Repeat every line of the material below exactly.

__Data extracts__.
>>
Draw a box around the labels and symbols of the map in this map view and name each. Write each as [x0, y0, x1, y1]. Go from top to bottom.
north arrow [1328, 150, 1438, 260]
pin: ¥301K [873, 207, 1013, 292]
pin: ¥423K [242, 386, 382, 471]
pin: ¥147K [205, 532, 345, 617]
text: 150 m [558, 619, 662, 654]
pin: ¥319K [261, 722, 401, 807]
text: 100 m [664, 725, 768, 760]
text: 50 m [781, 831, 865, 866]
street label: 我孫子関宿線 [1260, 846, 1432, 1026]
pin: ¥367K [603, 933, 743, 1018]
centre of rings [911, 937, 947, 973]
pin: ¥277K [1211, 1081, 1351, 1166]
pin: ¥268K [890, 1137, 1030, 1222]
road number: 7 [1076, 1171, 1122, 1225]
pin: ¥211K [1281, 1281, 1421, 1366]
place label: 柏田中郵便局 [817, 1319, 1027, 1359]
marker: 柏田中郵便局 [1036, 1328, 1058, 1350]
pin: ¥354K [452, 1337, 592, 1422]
<<
__Task answer__.
Draw a box around the labels and symbols of the map in this map view and name each. Write each as [x0, y0, x1, y1]. Go from top to bottom.
north arrow [1328, 150, 1438, 260]
pin: ¥301K [873, 207, 1013, 292]
pin: ¥423K [242, 386, 382, 471]
pin: ¥147K [205, 532, 345, 617]
text: 150 m [558, 619, 662, 654]
pin: ¥319K [261, 722, 401, 807]
text: 100 m [664, 725, 768, 760]
text: 50 m [781, 831, 865, 866]
street label: 我孫子関宿線 [1260, 846, 1432, 1026]
pin: ¥367K [603, 933, 743, 1018]
centre of rings [911, 937, 947, 973]
pin: ¥277K [1211, 1081, 1351, 1166]
pin: ¥268K [890, 1137, 1030, 1222]
road number: 7 [1076, 1171, 1122, 1225]
pin: ¥211K [1281, 1281, 1421, 1366]
place label: 柏田中郵便局 [817, 1319, 1027, 1359]
marker: 柏田中郵便局 [1036, 1328, 1058, 1350]
pin: ¥354K [452, 1337, 592, 1422]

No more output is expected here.